---- SOURCE DATA
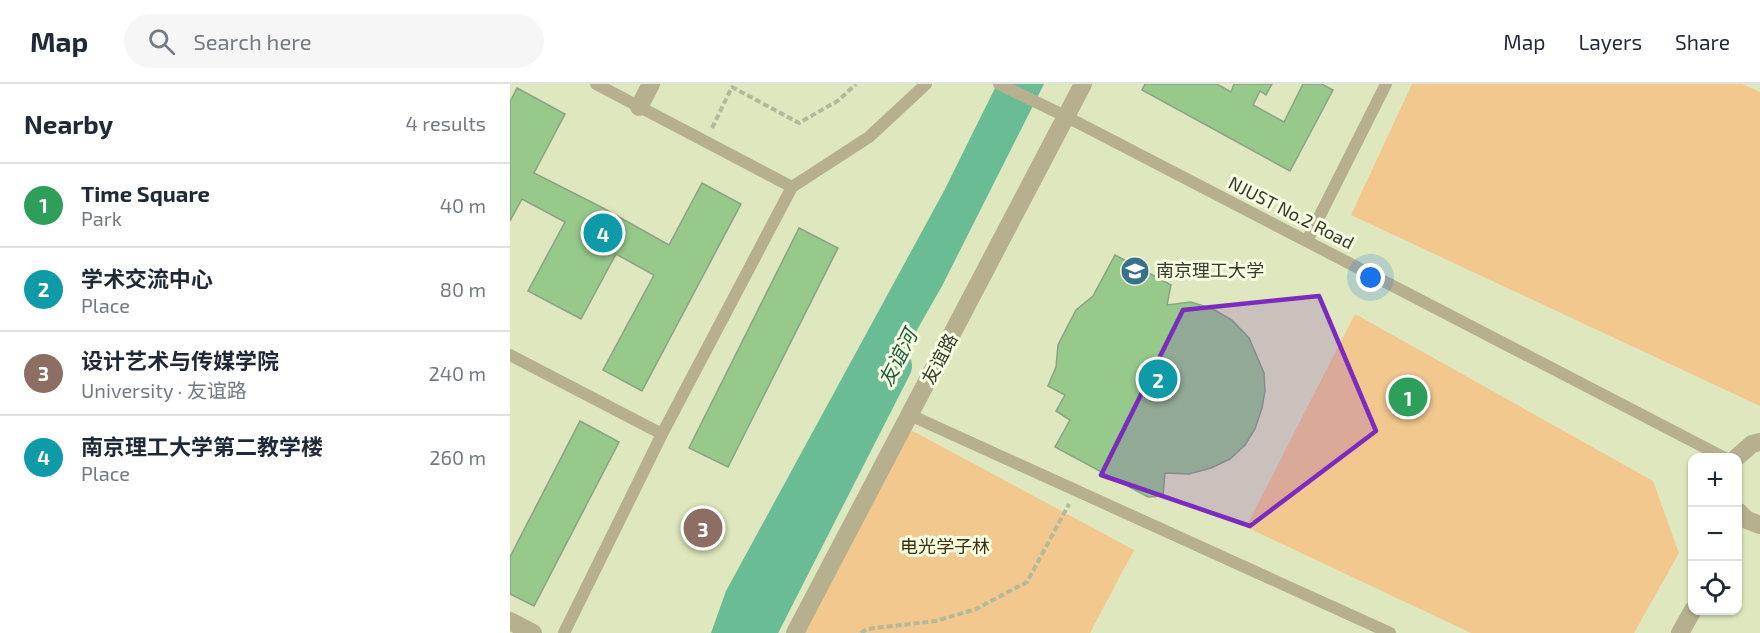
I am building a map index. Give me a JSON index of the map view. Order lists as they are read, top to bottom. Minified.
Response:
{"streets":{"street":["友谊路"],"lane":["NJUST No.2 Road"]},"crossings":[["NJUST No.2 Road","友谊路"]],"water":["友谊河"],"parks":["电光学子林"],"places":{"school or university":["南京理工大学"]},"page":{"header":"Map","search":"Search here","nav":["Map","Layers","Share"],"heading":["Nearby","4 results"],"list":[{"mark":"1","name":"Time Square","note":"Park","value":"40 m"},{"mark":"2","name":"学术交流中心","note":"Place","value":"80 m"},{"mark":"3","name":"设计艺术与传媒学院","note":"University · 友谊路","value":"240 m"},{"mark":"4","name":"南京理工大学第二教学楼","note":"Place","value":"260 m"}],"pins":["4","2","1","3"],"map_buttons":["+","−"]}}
--------
* WORK REQUEST: Restate every line above exactly, omitting images.

* ANSWER SECTION:
I am building a map index. Give me a JSON index of the map view. Order lists as they are read, top to bottom. Minified.
Response:
{"streets":{"street":["友谊路"],"lane":["NJUST No.2 Road"]},"crossings":[["NJUST No.2 Road","友谊路"]],"water":["友谊河"],"parks":["电光学子林"],"places":{"school or university":["南京理工大学"]},"page":{"header":"Map","search":"Search here","nav":["Map","Layers","Share"],"heading":["Nearby","4 results"],"list":[{"mark":"1","name":"Time Square","note":"Park","value":"40 m"},{"mark":"2","name":"学术交流中心","note":"Place","value":"80 m"},{"mark":"3","name":"设计艺术与传媒学院","note":"University · 友谊路","value":"240 m"},{"mark":"4","name":"南京理工大学第二教学楼","note":"Place","value":"260 m"}],"pins":["4","2","1","3"],"map_buttons":["+","−"]}}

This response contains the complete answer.